Many of our galaxy's suns have destroyed the atmospheres of orbiting Earth-like planets—or so astrobiologists have long feared. The Milky Way, they note, is dominated by M dwarf stars: violent, unpredictable suns that frequently hurl high-energy particles and solar flares into space. Because they are much cooler than our sun, any potentially habitable planet would need to orbit them much closer than Earth does, putting it smack in the danger zone. But a new study indicates that these planets may be unexpectedly shielded from solar activity, keeping life safe.
"Overall, this is excellent news for planet hunters," says Alan Boss, a planetary scientist at the Carnegie Institution for Science in Washington, D.C., who was not involved with the study and who is part of NASA's Kepler mission to search for Earth-like planets. "This further buttresses the case that the first truly habitable world we find will likely by around a nearby M dwarf."
M dwarfs make up at least 70% of the Milky Way's stars. Their masses range from roughly half to one-twentieth the mass of our sun, but what M dwarfs lack in size, they more than make up for in longevity. Astronomers estimate that these stars can burn for 40 billion to 100 billion years, giving any habitable planets plenty of time to evolve life. (The life span of our own sun, a G-class star, is about 10 billion years.) But during at least the first few billion years of their lives, M dwarfs also sport huge magnetic fields that routinely interact with their atmospheres to create coronal mass ejections—enormous outbursts of matter from the star's highly ionized corona—and proton-rich flares.

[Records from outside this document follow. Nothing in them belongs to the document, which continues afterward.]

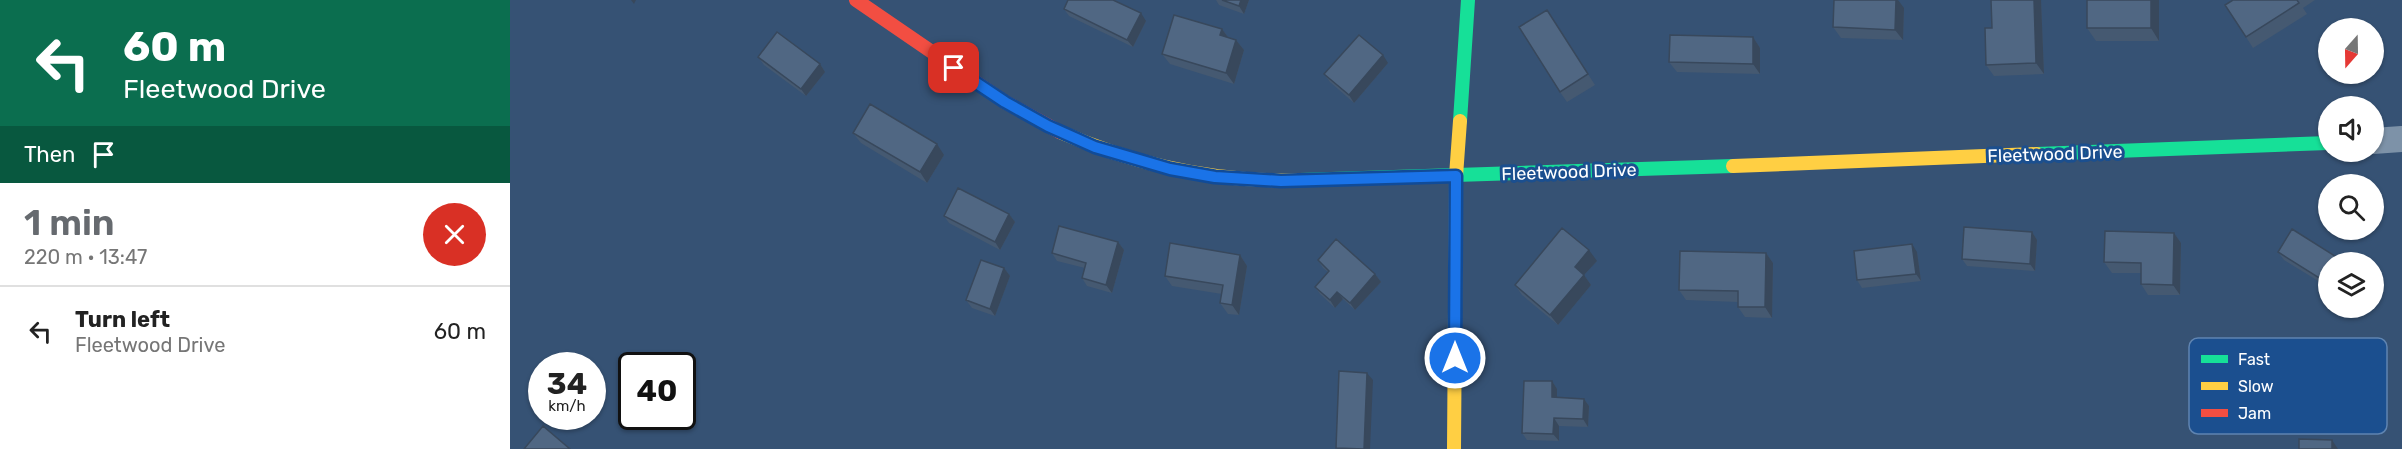 <!DOCTYPE html>
<html lang="en">
<head>
<meta charset="utf-8">
<style>
  :root { --surface:#fff; --page:#f6f6f6; --text:#222; --muted:#767676; --line:#e0e0e0; --accent:#666a6f }
  body { margin:0; font-family:Rubik,sans-serif; background:var(--page); color:var(--text); height:100vh; display:flex; flex-direction:column; font-size:22px; white-space:nowrap }
  * { box-sizing:border-box; margin:0 }
  p { font-size:20px; color:var(--muted) }
  .icon { flex:none; width:33px; height:33px; fill:none; stroke:currentColor; stroke-width:2; stroke-linecap:round; stroke-linejoin:round }
  .map { position:relative; flex:1; overflow:hidden }
  .sheet { display:flex; flex-direction:column; background:var(--surface); width:510px }
  .sheet>* { flex:none }
  .hud { background:#0b6e4f; color:#fff; overflow:hidden }
  .needle { width:39px; rotate:200deg }
  .buttons { position:absolute; left:1808px; top:18px; display:grid; gap:12px }
  .buttons a { display:grid; place-items:center; width:66px; height:66px; border-radius:50%; background:var(--surface); box-shadow:0 2px 4px #0004; font-size:30px }
  .speed { position:absolute; left:18px; top:352px; display:flex; gap:12px; font-size:30px; font-weight:700; text-align:center }
  .speed>* { display:grid; place-content:center; width:78px; height:78px; border-radius:50%; background:var(--surface); box-shadow:0 2px 4px #0004; line-height:1 }
  .speed small { font-size:15px; font-weight:400 }
  .speed .limit { border:3px solid #111; border-radius:9px; background:#fff; color:#111 }
  .pin { position:absolute; display:grid; place-items:center; width:51px; height:51px; color:#fff; margin:-26px; border-radius:12px; box-shadow:0 3px 9px #0006 }
  .me { position:absolute; width:66px; margin:-33px; rotate:0deg; stroke-linejoin:round; filter:drop-shadow(0 0 4px #0008) }
  .turn { display:flex; align-items:center; gap:21px; height:126px; padding:0 24px; font-size:27px }
  .turn .icon { width:78px; height:78px; stroke-width:2.5 }
  .turn b { display:block; font-size:42px; line-height:51px }
  .then { display:flex; align-items:center; height:57px; padding:0 24px; background:#0003; gap:12px; font-size:22px }
  .round { display:grid; place-items:center; flex:none; width:63px; height:63px; border-radius:32px; background:var(--page) }
  .head { display:flex; align-items:center; justify-content:space-between; height:102px; padding:0 24px }
  h1 { font-size:36px; font-weight:600; line-height:45px; color:var(--accent) }
  ul { padding:0; list-style:none }
  li { display:flex; align-items:center; gap:18px; height:90px; padding:0 24px; border-top:2px solid var(--line) }
  li div { flex:1 }
  li b { display:block; font-size:22px }
  li em { font-style:normal }
  main { display:flex; flex:1; min-height:0 }
  .map>svg:first-child { display:block }
  .lines { fill:none; stroke-linecap:round; stroke-linejoin:round }
  .street { stroke:#7d92a8; stroke-width:26 }
  .fast { stroke:#16e098; stroke-width:14 }
  .slow { stroke:#ffcf43; stroke-width:14 }
  .jam { stroke:#f24e42; stroke-width:14 }
  .wall { fill:#455971 }
  .shaded-wall { fill:#38485c }
  .building { fill:#506783; stroke:#38485c; stroke-width:1.5 }
  .route-casing { stroke:#114b97; stroke-width:15 }
  .route { stroke:#1a73e8; stroke-width:10 }
  .labels { text-anchor:middle; stroke-width:6; stroke-linejoin:round; paint-order:stroke }
  .street-label { font-size:18px; fill:#fff; stroke:#1b4f8f }
  .key { fill:#1b4f8f; stroke:#5f84b1; stroke-width:1.5 }
  .key-label { font-size:16px; fill:#fff }
</style>
</head>
<body>
<main>
<section class="sheet">
<div class="hud">
<div class="turn"><svg class="icon" aria-label="left" viewBox="0 0 24 24"><path d="M17 20v-9H6M10 6l-5 5 5 5"/></svg><div><b>60 m</b>Fleetwood Drive</div></div>
<div class="then">Then<svg class="icon" aria-label="arrive" viewBox="0 0 24 24"><path d="M6 21V4h12l-3 4 3 4H6"/></svg></div>
</div>
<div class="head"><div><h1>1 min</h1><p>220 m · 13:47</p></div><a class="round" style="background:#d93025;color:#fff"><svg class="icon" aria-label="close" viewBox="0 0 24 24"><path d="M6 6l12 12M18 6L6 18"/></svg></a></div>
<ul>
<li><svg class="icon" aria-label="left" viewBox="0 0 24 24"><path d="M17 20v-9H6M10 6l-5 5 5 5"/></svg><div><b>Turn left</b><p>Fleetwood Drive</p></div><em>60 m</em></li>
</ul>
</section>
<div class="map">
<svg width="1892" height="449" viewBox="0 0 1892 449">
  <rect width="100%" height="100%" fill="#365274"/>
  <g class="lines">
    <path class="street" d="M1863 141 1892 139"/>
    <path class="fast" d="M950 121 958 0
      M1527 154 1818 143
      M790 180 1223 166"/>
    <path class="slow" d="M550 132C626 165 707 183 790 180
      M1223 166 1527 154
      M944 449 946 176 950 121"/>
    <path class="jam" d="M346 0 495 102 550 132"/>
  </g>
  <path class="wall" d="M706 0H739L734 14 709 5Z
    M1481 0H1531L1534 74 1484 76 1476 65 1482 28Z
    M1649 0V41H1586L1577 28Z
    M1723 0H1805L1793 8 1797 14 1743 48 1736 37Z
    M1394 8 1393 40 1331 38 1323 27Z
    M554 9 636 21 623 47 559 16Z
    M1037 10 1085 85 1057 102 1050 92Z
    M712 29 718 37 726 40 734 50 724 84 660 64 652 54Z
    M1243 37 1250 48V74L1167 72 1159 62Z
    M248 57 310 64 315 72 296 96 254 65Z
    M878 63 844 103 820 82 814 74Z
    M343 133 434 155 417 183 351 143Z
    M499 214 505 222 490 250 439 223 434 216Z
    M1522 232 1527 240 1525 271 1457 266 1452 259Z
    M1664 233 1671 243 1670 295H1638L1631 284V273H1602L1594 262Z
    M608 242 614 250 602 293 577 286 572 278 575 268 547 261 542 253Z
    M1407 252 1411 281 1352 288 1347 280Z
    M1768 252 1818 262V287L1774 260Z
    M1256 253 1263 263 1262 318 1235 317 1228 307V302L1176 300 1169 290Z
    M730 255 737 266 729 315 718 314 710 303 712 294 662 286 655 276Z
    M808 260 865 274 871 282 845 310 833 299 825 308 810 294 805 287 818 272 813 268Z
    M1087 261 1074 275 1081 285 1048 325 1012 295 1005 285Z
    M494 268 500 276 485 316 462 308 456 300Z
    M1042 381 1047 389V398L1074 399 1079 406 1078 427 1049 426V441L1017 440 1012 433Z"/>
  <path class="shaded-wall" d="M121 0H126L124 4Z
    M731 0H739L734 14 729 6Z
    M1386 0H1388L1394 8 1393 40 1385 30Z
    M1524 0H1531L1534 74 1526 63Z
    M1641 0H1649V41L1641 28Z
    M631 13 636 21 623 47 617 40Z
    M712 29 720 40 710 35Z
    M1243 37 1250 48V74L1243 64Z
    M726 40 734 50 724 84 716 73Z
    M873 55 878 63 844 103 839 95Z
    M310 64 315 72 296 96 291 89Z
    M427 144 434 155 417 183 410 172Z
    M499 214 505 222 490 250 485 242Z
    M1522 232 1527 240 1525 271 1520 264Z
    M1664 233 1671 243 1670 295 1663 285Z
    M608 242 614 250 602 293 596 285Z
    M1402 244 1407 252 1411 281 1406 274Z
    M1079 250 1087 261 1074 275 1081 285 1048 325 1040 315 1065 267Z
    M1256 253 1263 263 1262 318 1255 307Z
    M730 255 737 266 729 315 722 305Z
    M494 268 500 276 485 316 480 309Z
    M865 274 871 282 845 310 840 303Z
    M1818 275V286L1814 281Z
    M827 292 833 299 825 308 820 300Z
    M857 373 863 380 860 449H854Z
    M1042 381 1047 389V405L1042 397Z
    M1074 399 1079 406 1078 427 1073 419Z
    M1044 418 1049 426V441L1043 434Z
    M1822 440 1828 449H1822Z"/>
  <path class="building" d="M558 0H603L631 13 617 40 554 9Z
    M712 0H731L729 6Z
    M1324 0H1386L1385 30 1323 27Z
    M1481 0H1524L1526 63 1476 65 1475 28H1482Z
    M1577 0H1641V28H1577Z
    M1723 0H1787L1789 3 1736 37 1715 5Z
    M1037 10 1078 74 1050 92 1009 27Z
    M664 15 712 29 710 35 726 40 716 73 652 54Z
    M267 32 310 64 291 89 248 57Z
    M849 35 873 55 839 95 814 74Z
    M1160 35 1243 37V64L1159 62Z
    M360 104 427 144 410 172 343 133Z
    M448 188 499 214 485 242 434 216Z
    M549 226 608 242 596 285 572 278 576 263 542 253Z
    M1454 227 1522 232 1520 264 1452 259Z
    M1052 228 1079 250 1065 267 1074 275 1040 315 1005 285Z
    M1782 229 1828 258 1826 262H1818V275L1814 281 1768 252Z
    M1595 231 1664 233 1663 285 1631 284V263L1594 262Z
    M826 239 865 274 840 303 827 292 820 300 805 287 819 271 808 260Z
    M660 243 730 255 722 305 710 303 713 285 655 276Z
    M1402 244 1406 274 1347 280 1344 251Z
    M1170 251 1256 253 1255 307H1228V291L1169 290Z
    M471 260 494 268 480 309 456 300Z
    M829 371 857 373 854 449 826 448Z
    M1014 381H1042V397L1074 399 1073 419 1044 418 1043 434 1012 433Z
    M33 426 60 449H14Z
    M1789 439 1822 440V449H1789Z"/>
  <g class="lines">
    <defs>
      <path id="route" d="M444 68 495 102 538 126 585 147 660 169 705 177 771 181 946 176 945 358"/>
    </defs>
    <use href="#route" class="route-casing"/>
    <use href="#route" class="route"/>
  </g>
  <g class="labels">
    <g class="street-label">
      <text transform="translate(1545 154) rotate(-2)" y="6">Fleetwood Drive</text>
      <text transform="translate(1059 172) rotate(-2)" y="6">Fleetwood Drive</text>
    </g>
  </g>
  <rect x="1679" y="338" width="198" height="96" rx="9" class="key"/>
  <rect x="1691" y="355" width="27" height="8" fill="#16e098"/>
  <rect x="1691" y="382" width="27" height="8" fill="#ffcf43"/>
  <rect x="1691" y="409" width="27" height="8" fill="#f24e42"/>
  <g class="key-label">
    <text x="1728" y="365">Fast</text>
    <text x="1728" y="392">Slow</text>
    <text x="1728" y="419">Jam</text>
  </g>
</svg>
<div class="buttons">
<a><svg class="needle" viewBox="-14 -14 28 28"><path d="M0-13l5 13h-10z" fill="#e53935"/><path d="M0 13l5-13h-10z" fill="#767676"/></svg></a>
<a><svg class="icon" aria-label="sound" viewBox="0 0 24 24"><path d="M4 9h4l5-4v14l-5-4H4zM17 9q2 3 0 6"/></svg></a>
<a><svg class="icon" aria-label="search" viewBox="0 0 24 24"><circle cx="10" cy="10" r="6"/><path d="M15 15l6 6"/></svg></a>
<a><svg class="icon" aria-label="layers" viewBox="0 0 24 24"><path d="M12 4l9 5-9 5-9-5zM3 14l9 5 9-5"/></svg></a>
</div>
<div class="speed"><div>34<small>km/h</small></div><div class="limit">40</div></div>
<div class="pin" style="left:444px;top:68px;background:#d93025"><svg class="icon" aria-label="arrive" viewBox="0 0 24 24"><path d="M6 21V4h12l-3 4 3 4H6"/></svg></div>
<svg class="me" style="left:945px;top:358px" viewBox="-20 -20 40 40"><circle r="17" fill="#1a73e8" stroke="#fff" stroke-width="3"/><path d="M0-11L8 9 0 5-8 9z" fill="#fff"/></svg>
</div>
</main>
</body>
</html>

To find out if this solar barbecue would sear any nearby habitable worlds, researchers led by astrobiologist Antigona Segura of the Universidad Nacional Autónoma de México (UNAM) in Mexico City turned to a computer model. The team simulated how a 1985 flare from AD Leonis (AD Leo), an M dwarf 16 light-years from Earth, would have affected a hypothetical Earth-like planet orbiting 0.16 astronomical units from the star. That's less than half Mercury's distance around the sun.
The simulation, which will be reported in an upcoming issue of Astrobiology, indicates that M dwarf stars are not as dangerous as feared. "When UV radiation from the star's upper atmosphere encountered the Earth-like atmosphere of our model planet, the energy resulted in a thicker ozone layer in the planetary atmosphere, providing a natural shield for the planetary surface," says astronomer Lucianne Walkowicz, one of the paper's co-authors and a Kepler postdoctoral fellow at the University of California, Berkeley. That's because the UV radiation actually split molecules of oxygen to create more ozone than it destroyed. "Throughout most of the flare, the surface of our model Earth-like planet experienced no more radiation than is typical on a sunny day here on Earth," Walkowicz says.
The findings are especially good news, says Segura, because AD Leo is a young star—less than 300 million years old—and as a result is one of the most active M dwarfs known. The star's 1985 flare was 1000 times as energetic as a similar flare on our own sun. So the fact that the model planet's atmosphere survived such a violent event may bode well for planets around similar young M dwarfs, she says.
Mark Giampapa, an astronomer at the National Optical Astronomy Observatory in Tucson, Arizona, praises the work, calling it "extremely interesting and timely." But he notes that most M dwarf stars are cooler than AD Leo is. Earth-like planets would have to orbit even closer to such stars and would thus suffer from stronger flare activity than the hypothetical planet in this study. In that case, he says, the planetary atmosphere may not go so unscathed.